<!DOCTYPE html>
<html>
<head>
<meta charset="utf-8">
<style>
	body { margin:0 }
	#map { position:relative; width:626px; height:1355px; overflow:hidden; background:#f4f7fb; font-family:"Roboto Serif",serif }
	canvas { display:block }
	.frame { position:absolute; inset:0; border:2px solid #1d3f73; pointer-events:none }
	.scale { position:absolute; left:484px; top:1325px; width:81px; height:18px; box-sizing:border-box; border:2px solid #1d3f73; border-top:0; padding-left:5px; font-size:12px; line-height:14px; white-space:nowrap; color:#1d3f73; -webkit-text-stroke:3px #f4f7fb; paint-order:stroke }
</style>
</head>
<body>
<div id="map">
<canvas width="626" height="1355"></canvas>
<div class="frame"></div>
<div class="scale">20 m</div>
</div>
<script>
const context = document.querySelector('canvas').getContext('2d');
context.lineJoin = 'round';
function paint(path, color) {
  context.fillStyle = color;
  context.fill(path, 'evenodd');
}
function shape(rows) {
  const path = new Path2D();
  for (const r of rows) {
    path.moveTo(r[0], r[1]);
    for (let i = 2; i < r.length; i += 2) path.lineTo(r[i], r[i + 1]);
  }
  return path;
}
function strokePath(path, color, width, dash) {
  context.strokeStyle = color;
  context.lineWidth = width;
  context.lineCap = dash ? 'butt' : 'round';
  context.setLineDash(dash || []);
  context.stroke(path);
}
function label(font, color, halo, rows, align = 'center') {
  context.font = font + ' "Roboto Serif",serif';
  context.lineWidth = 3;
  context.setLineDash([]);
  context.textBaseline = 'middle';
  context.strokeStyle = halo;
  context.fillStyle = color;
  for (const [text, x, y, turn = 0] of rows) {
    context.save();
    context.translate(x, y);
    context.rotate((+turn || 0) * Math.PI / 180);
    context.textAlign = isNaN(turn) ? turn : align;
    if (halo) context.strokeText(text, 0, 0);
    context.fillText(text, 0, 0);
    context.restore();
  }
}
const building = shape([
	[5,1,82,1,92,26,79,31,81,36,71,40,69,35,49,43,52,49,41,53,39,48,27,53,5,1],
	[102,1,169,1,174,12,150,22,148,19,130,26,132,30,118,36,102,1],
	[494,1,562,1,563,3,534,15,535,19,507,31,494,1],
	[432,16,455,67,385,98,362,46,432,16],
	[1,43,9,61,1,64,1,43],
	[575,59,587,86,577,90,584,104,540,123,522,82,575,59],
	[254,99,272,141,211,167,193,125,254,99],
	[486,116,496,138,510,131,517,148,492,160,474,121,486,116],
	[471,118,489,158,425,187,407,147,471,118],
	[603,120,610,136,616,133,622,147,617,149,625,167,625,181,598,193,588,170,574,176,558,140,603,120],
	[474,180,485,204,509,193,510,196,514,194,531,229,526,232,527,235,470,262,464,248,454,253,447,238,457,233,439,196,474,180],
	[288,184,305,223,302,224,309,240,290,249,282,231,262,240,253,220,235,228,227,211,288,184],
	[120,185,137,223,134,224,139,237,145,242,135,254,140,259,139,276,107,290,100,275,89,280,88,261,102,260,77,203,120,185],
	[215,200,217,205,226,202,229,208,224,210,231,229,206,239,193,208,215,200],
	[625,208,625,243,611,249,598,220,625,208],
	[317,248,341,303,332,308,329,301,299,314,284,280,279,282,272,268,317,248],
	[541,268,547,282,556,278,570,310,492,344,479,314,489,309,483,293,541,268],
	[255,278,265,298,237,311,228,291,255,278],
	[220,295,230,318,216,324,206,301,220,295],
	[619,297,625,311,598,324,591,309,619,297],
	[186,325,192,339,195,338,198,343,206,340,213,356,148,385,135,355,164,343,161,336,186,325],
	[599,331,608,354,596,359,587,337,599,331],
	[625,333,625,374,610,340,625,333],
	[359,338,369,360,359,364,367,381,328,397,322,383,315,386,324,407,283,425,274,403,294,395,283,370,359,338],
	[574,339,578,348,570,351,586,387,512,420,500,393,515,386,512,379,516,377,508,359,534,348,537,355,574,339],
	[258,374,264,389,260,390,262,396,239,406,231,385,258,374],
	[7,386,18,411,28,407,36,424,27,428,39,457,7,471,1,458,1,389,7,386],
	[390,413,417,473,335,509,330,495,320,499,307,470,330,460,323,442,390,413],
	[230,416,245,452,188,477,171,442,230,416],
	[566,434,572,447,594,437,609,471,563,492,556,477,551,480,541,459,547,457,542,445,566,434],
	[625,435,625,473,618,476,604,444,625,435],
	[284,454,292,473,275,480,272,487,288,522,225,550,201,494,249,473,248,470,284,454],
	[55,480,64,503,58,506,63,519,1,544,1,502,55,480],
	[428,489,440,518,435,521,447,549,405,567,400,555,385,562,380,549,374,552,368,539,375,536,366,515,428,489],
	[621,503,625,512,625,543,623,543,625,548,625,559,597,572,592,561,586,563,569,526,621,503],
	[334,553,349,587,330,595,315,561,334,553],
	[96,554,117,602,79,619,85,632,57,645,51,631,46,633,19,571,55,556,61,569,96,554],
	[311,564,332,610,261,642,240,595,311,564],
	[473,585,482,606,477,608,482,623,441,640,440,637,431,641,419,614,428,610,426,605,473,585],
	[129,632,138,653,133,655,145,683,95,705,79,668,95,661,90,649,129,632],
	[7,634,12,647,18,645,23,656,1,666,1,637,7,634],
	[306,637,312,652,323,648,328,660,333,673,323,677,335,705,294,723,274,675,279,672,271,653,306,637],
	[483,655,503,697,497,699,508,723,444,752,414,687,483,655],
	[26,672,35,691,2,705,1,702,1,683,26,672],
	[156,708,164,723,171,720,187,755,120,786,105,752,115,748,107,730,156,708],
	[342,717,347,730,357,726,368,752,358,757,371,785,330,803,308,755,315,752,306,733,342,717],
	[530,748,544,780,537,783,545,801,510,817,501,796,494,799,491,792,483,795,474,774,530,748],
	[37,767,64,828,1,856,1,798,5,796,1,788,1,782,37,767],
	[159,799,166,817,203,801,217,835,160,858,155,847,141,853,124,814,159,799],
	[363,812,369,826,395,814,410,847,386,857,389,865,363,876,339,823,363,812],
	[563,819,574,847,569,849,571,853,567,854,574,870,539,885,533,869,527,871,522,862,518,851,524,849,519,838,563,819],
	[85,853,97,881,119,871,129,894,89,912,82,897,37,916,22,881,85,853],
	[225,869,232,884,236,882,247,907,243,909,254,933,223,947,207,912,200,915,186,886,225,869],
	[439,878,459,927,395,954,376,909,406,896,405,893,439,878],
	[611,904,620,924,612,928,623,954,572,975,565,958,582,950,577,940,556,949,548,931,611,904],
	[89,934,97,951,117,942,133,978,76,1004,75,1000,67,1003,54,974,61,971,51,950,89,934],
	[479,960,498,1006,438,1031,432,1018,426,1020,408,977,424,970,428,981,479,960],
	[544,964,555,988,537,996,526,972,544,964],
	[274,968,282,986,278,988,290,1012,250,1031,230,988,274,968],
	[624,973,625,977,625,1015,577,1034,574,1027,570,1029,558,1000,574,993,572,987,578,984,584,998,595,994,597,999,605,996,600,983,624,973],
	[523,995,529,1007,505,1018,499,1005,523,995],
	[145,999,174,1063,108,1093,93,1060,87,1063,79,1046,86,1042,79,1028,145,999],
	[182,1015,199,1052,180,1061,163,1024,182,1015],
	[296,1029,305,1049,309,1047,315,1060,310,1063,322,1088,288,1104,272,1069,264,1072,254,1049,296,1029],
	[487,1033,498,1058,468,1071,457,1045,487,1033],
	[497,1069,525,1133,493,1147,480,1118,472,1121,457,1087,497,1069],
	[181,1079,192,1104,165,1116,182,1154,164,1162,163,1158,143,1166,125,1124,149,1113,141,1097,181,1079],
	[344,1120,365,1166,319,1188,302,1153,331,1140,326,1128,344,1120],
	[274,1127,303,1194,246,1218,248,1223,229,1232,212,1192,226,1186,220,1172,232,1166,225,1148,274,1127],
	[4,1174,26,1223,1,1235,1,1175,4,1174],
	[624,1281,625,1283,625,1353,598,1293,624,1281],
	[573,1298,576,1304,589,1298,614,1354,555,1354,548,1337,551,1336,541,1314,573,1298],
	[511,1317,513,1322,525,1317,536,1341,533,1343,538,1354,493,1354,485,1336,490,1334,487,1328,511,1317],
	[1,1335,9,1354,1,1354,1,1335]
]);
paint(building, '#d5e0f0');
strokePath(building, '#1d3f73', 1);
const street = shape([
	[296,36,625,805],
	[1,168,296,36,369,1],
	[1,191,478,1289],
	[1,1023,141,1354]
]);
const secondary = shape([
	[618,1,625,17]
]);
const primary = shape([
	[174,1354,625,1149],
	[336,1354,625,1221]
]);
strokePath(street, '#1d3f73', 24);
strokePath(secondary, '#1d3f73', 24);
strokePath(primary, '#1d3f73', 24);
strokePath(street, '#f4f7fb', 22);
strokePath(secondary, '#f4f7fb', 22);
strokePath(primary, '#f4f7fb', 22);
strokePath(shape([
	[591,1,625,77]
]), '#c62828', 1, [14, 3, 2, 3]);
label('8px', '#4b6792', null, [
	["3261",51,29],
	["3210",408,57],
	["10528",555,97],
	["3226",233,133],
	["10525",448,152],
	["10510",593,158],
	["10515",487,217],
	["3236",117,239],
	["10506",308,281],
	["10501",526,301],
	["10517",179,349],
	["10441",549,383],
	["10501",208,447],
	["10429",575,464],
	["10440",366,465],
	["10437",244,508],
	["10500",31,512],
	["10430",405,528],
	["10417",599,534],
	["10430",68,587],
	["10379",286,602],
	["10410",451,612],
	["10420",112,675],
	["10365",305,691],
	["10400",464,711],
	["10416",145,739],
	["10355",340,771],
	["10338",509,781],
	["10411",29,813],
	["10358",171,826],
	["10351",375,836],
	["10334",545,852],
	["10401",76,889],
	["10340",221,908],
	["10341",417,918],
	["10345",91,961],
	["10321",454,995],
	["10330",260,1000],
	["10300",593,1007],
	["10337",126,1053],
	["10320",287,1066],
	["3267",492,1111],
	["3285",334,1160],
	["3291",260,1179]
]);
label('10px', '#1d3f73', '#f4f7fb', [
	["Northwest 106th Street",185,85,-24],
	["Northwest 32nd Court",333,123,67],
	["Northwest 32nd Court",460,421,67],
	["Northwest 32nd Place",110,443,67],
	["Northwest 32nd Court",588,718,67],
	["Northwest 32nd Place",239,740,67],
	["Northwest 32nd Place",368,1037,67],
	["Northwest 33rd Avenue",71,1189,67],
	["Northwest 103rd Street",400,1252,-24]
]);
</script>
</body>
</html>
-*-
▶ **EXERCISE**
Search the material for "align" and copy each matching line.

▶ **RESPONSE TO THE EXERCISE**
function label(font, color, halo, rows, align = 'center') {
    context.textAlign = isNaN(turn) ? turn : align;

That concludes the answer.